By Felipe Bueno
In the afternoon of October 3, a Doctors Without Borders (Medecins Sans Frontieres) hospital in Kunduz, Afghanistan was hit during an airstike, claiming the lives of 22 and injuring over 30. The airstrike was carried out by the United States, and is currently being investigated by the United States, NATO, and Afghanistan.
Dr. Joanne Liu, international president of MSF, issued a statement, saying, “The U.S. attack on the MSF hospital in Kunduz was the biggest loss of life for our organization in an airstrike. Tens of thousands of people in Kunduz can no longer receive medical care now when they need it most. Today we say: enough. Even war has rules.”
The attack occurred after the Taliban drove U.S. forces out of the city of Kunduz on September 28, after which the U.S. launched a counterstrike to remove rebel forces from the city.
MSF claims that they warned United States personnel of the exact coordinates of their medical complex. As Dr. Liu stated, doctors were forced to treat one another and were unable to save their co-workers, with perhaps the most devastating incident was that six people in the intensive care unit were burned alive in their beds. With the destruction of the MSF hospital, victims of the standoff in Kunduz will now be unable to receive medical care.
The Guardian reports that MSF is calling for an independent inquiry under the Geneva Conventions. Dr. Liu stated that because the Geneva Conventions were made to protect civilians caught in the midst of war (i.e., patients, medical workers and facilities), there are legal repercussions for what the MSF has claimed to be a war crime.
Steven Gordon, associate professor of law at the Chinese University of Hong Kong and a war crimes prosecution expert, told CNN, “You cannot, under the laws of war, attack sites such as hospitals, schools, religious buildings,” but went on to say that “the hospital as a building can lose its immunity if it’s being used by the enemy for military attacks.”
Voice of America reports that U.S. President Barack Obama personally apologized to Dr. Liu through a phone call, and sent his condolences via phone to Afghan President Ashraf Ghani.
The New York Times reports that this incident has called Obama’s declaration of an end to the war in Afghanistan further into question. From the onset, there was no clear definition of what constitutes the end of a war, and two months before President Obama’s announcement, the U.S. and Afghanistan signed a bilateral security deal.
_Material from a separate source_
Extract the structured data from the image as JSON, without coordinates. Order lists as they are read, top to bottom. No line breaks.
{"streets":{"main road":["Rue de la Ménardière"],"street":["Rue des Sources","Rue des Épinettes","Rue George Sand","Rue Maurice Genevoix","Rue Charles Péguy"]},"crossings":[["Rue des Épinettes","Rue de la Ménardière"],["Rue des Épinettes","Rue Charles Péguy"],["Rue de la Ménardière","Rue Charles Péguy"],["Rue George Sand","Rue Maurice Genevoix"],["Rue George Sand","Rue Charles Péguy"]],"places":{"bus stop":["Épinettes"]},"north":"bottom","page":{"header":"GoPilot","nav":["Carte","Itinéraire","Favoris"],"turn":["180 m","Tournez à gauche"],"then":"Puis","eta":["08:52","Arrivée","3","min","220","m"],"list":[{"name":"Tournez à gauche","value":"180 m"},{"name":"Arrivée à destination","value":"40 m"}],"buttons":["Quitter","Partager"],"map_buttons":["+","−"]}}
The Afghan government has pointed to the deal as a sign of “progress,” according to the Los Angeles Times, compared to strained Western relations under President Ghani’s predecessor, Hamid Karzai.
However, stability in Afghanistan does not rely only on foreign relations. The Los Angeles Times reports that the Afghan passport office has seen thousands lining up in the past few months, indicating the desperation of Afghans to emigrate due to the unimproved economy and insecurity in the country, especially after the recent resurgence of the Taliban.
According to CNN, the Taliban takes advantage of Afghanistan’s weak economy by offering locals high compensation in exchange for joining their forces. The taking of Kunduz at the end of September was the Taliban’s largest gain in more than a decade, Newsweek reports.
Four days before the MSF hospital attack, President Ghani implored the public on television to trust the Afghan army, who had dealt “heavy casualties” on the Taliban. According to Deutsche Welle, the Taliban resurgence came after NATO scaled back its presence in favor of training the local armed forces.
Ghani’s critics include former President Hamid Karzai, who decries Ghani’s attempts to reestablish relations with Pakistan. Karzai also criticizes Ghani for allowing the president’s authority to be divided through the creation of an extra-constitutional position for Abdullah Abdullah, Ghani’s rival in the 2014 presidential election who now serves as Afghanistan’s Chief Executive Officer.